The Kubecost network-costs DaemonSet collects node network data and exports the egress, ingress, and performance statistics.

Metric	Description
`kubecost_pod_network_egress_bytes_total`	egressed byte counts by pod
`kubecost_pod_network_ingress_bytes_total`	ingressed byte counts by pod
`kubecost_network_costs_parsed_entries`	total parsed conntrack entries
`kubecost_network_costs_parse_time`	total time in milliseconds it took to parse conntrack entries

cAdvisor

cAdvisor (Container Advisor) provides container users an understanding of the resource usage and performance characteristics of their running containers. It is a running daemon that collects, aggregates, processes, and exports information about running containers.

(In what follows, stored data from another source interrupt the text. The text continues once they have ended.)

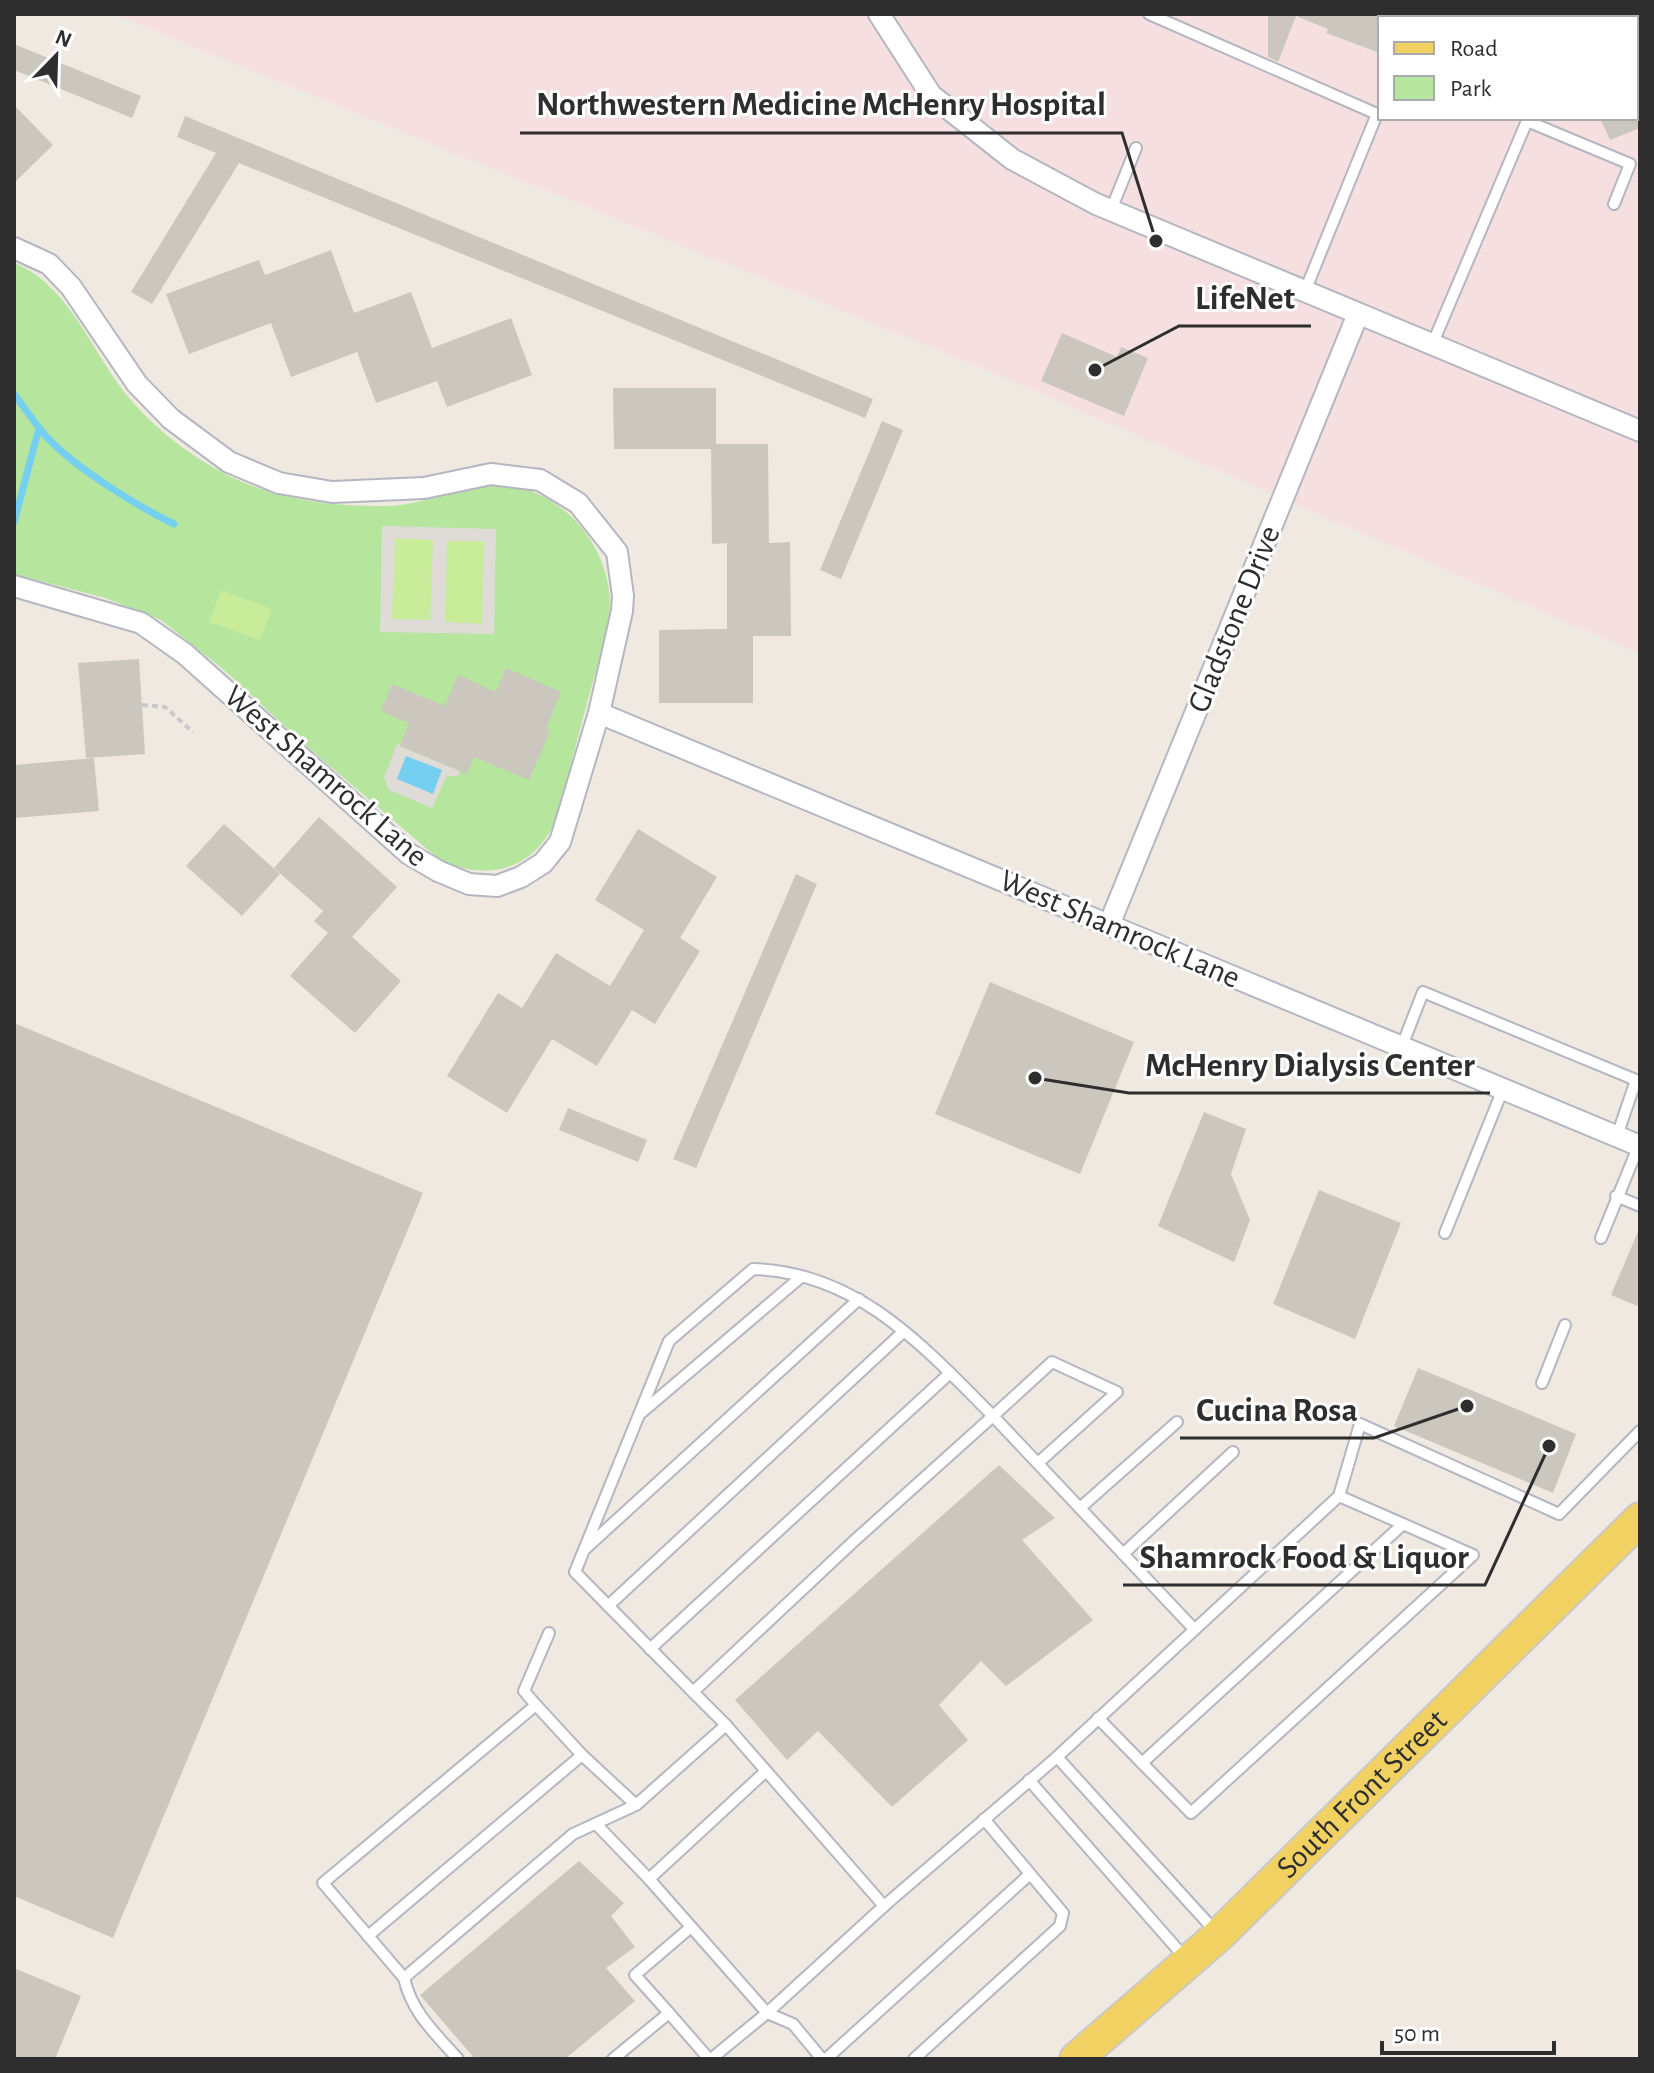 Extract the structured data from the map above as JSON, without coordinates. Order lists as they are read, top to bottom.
{
  "streets": {
    "main road": ["South Front Street"],
    "street": ["Gladstone Drive", "West Shamrock Lane"]
  },
  "crossings": [
    ["Gladstone Drive", "West Shamrock Lane"]
  ],
  "places": [
    "Northwestern Medicine McHenry Hospital",
    "LifeNet",
    "McHenry Dialysis Center",
    "Cucina Rosa",
    "Shamrock Food & Liquor"
  ],
  "legend": ["Road", "Park"],
  "scale_bar": "50 m",
  "north": "top right"
}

GitHub: https://github.com/google/cadvisor

Metric	Description
`container_memory_usage_bytes`	Current memory usage, including all memory regardless of when it was accessed
`container_fs_limit_bytes`	Number of bytes that can be consumed by the container on this filesystem
`container_fs_usage_bytes`	Number of bytes that are consumed by the container on this filesystem
`container_memory_working_set_bytes`	Current working set
`container_network_receive_bytes_total`	Cumulative count of bytes received
`container_network_transmit_bytes_total`	Cumulative count of bytes transmitted
`container_cpu_usage_seconds_total`	Cumulative cpu time consumed
`container_cpu_cfs_periods_total`	Number of elapsed enforcement period intervals
`container_cpu_cfs_throttled_periods_total`	Number of throttled period intervals

Kube-State-Metrics (KSM)

Although the default Kubecost installation does not include a KSM deployment, Kubecost does calculate & emit the below metrics. The below metrics and labels follow conventions of KSMv1, not KSMv2.

Metric	Description
`kube_deployment_spec_replicas`	Number of pods specified for a Deployment
`kube_deployment_status_replicas_available`	Number of pods currently available for a Deployment
`kube_job_status_failed`	The number of pods which reached Phase Failed and the reason for failure
`kube_namespace_annotations`	Kubernetes annotations converted to Prometheus labels
`kube_namespace_labels`	Kubernetes labels converted to Prometheus labels
`kube_node_labels`	Kubernetes labels converted to Prometheus labels
`kube_node_status_allocatable`	The allocatable for different resources of a node that are available for scheduling
`kube_node_status_allocatable_cpu_cores`	Total allocatable cpu cores of the node (Deprecated in ksm 2.0.0)
`kube_node_status_allocatable_memory_bytes`	Total allocatable memory bytes of the node (Deprecated in ksm 2.0.0)
`kube_node_status_capacity`	The capacity for different resources of a node
`kube_node_status_capacity_cpu_cores`	Total cpu cores available on the the node (Deprecated in ksm 2.0.0)
`kube_node_status_capacity_memory_bytes`	Total memory available on the node (bytes) (Deprecated in ksm 2.0.0)
`kube_node_status_condition`	The condition of a cluster node
`kube_persistentvolume_capacity_bytes`	Total capacity of a persistent volume (bytes)
`kube_persistentvolume_status_phase`	Status of a persistent volume (Bound
`kube_persistentvolumeclaim_info`	Information about persistent volume claim
`kube_persistentvolumeclaim_resource_requests_storage_bytes`	The capacity of storage requested by the persistent volume claim
`kube_pod_annotations`	Kubernetes annotations converted to Prometheus labels
`kube_pod_container_resource_limits`	The number of requested limit resource by a container
`kube_pod_container_resource_limits_cpu_cores`	Limit on CPU cores that can be used by the container. (Deprecated in ksm 2.0.0)
`kube_pod_container_resource_limits_memory_bytes`	Limit on the amount of memory that can be used by the container. (Deprecated in ksm 2.0.0)
`kube_pod_container_resource_requests`	The number of requested request resource by a container
`kube_pod_container_status_restarts_total`	The number of container restarts per container
`kube_pod_container_status_running`	Describes whether the container is currently in running state
`kube_pod_container_status_terminated_reason`	Describes the reason the container is currently in terminated state
`kube_pod_labels`	Kubernetes labels converted to Prometheus labels
`kube_pod_owner`	Information about the Pod's owner
`kube_pod_status_phase`	The pods current phase (Pending
`kube_replicaset_owner`	Information about the ReplicaSet's owner

Node exporter

Prometheus exporter for hardware and OS metrics exposed by *NIX kernels, written in Go with pluggable metric collectors.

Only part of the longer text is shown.